TELESILLA, Greek poetess, a native of Argos, one of the so-called nine lyric muses. According to the traditional story, when Cleomenes, king of Sparta, invaded the land of the Argives in 510 B.C., and slew all the males capable of bearing arms, Telesilla, dressed in men's clothes, put herself at the head of the women and repelled an attack upon the city of Argos. To commemorate this exploit, a statue of the poetess, in the act of putting on a helmet, with books lying at her feet, was set up in the temple of Aphrodite at Argos. The festival Hybristica or Endymatia, in which men and women exchanged clothes, also celebrated the heroism of her female compatriots. Herodotus (vi. 76) does not refer to the intervention of Telesilla, but mentions an oracle which predicted that the female should conquer the male, whence the tradition itself may have been derived.

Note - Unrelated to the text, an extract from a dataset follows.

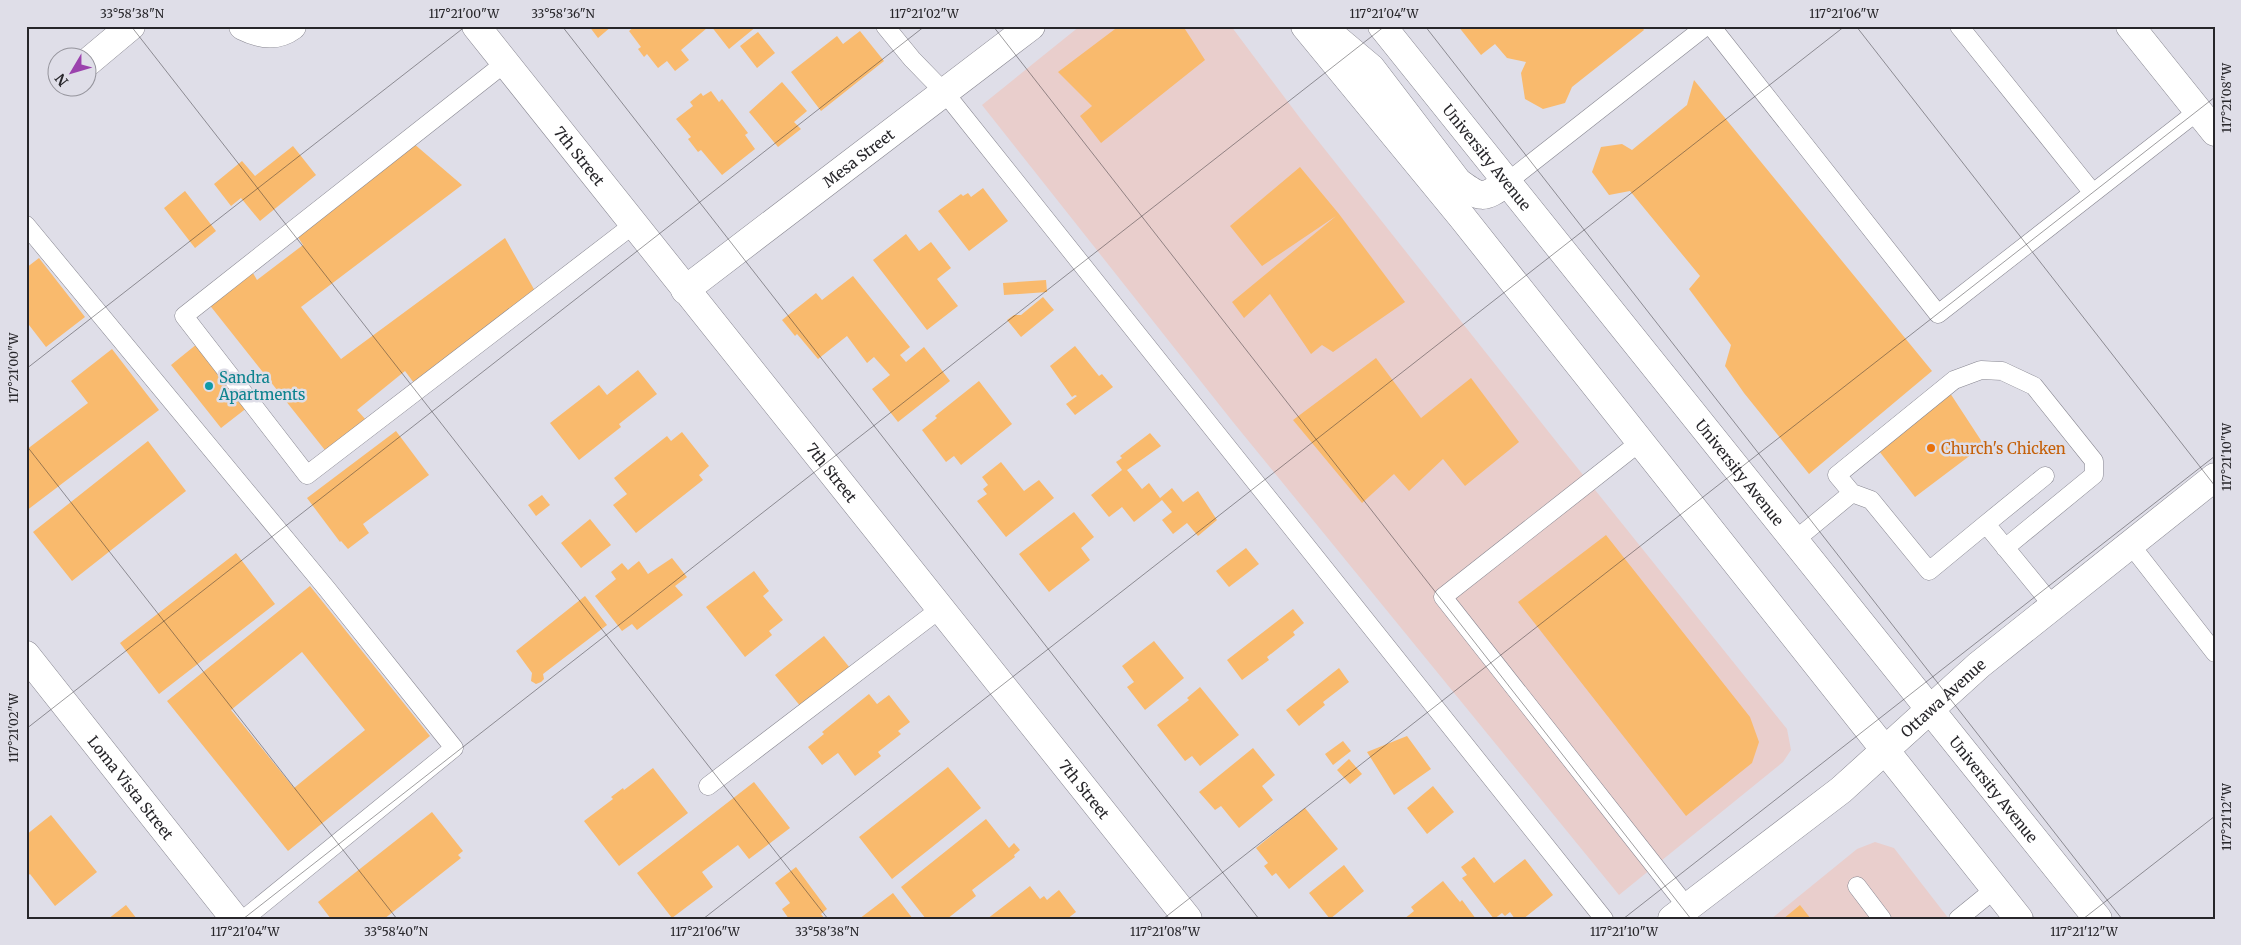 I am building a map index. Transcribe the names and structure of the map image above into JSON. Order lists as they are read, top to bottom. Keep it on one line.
{"streets":{"street":["7th Street","University Avenue","Mesa Street","Ottawa Avenue","Loma Vista Street"]},"crossings":[["7th Street","Mesa Street"],["University Avenue","Ottawa Avenue"]],"places":["Sandra Apartments","Church's Chicken"],"north":"bottom left","coordinates":["33°58'38\"N","117°21'00\"W","33°58'36\"N","117°21'02\"W","117°21'04\"W","117°21'06\"W","117°21'08\"W","117°21'10\"W","117°21'12\"W","33°58'40\"N"]}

Further, the statue seen by Pausanias may not have been intended for Telesilla; it would equally represent Aphrodite, in her character as wife of Ares and a warlike goddess (the books, however, seem out of place). The Hybristica, again, was most probably a religious festival connected with the worship of some androgynous divinity. Of Telesilla's poems only two lines remain, quoted by the grammarian Hephaestion, apparently from a Parthenion, or song for a chorus of maidens.

See Pausanias ii. 20, 8; Plutarch, De Virtut. Mulierum, 8; Clement of Alexandria, Stromata, iv. 19, p. 522; Bergk, Poetae Lyrici Graeci, iii.; and especially Macan, Herodotus iv.-vi., i. 336 foll. and notes.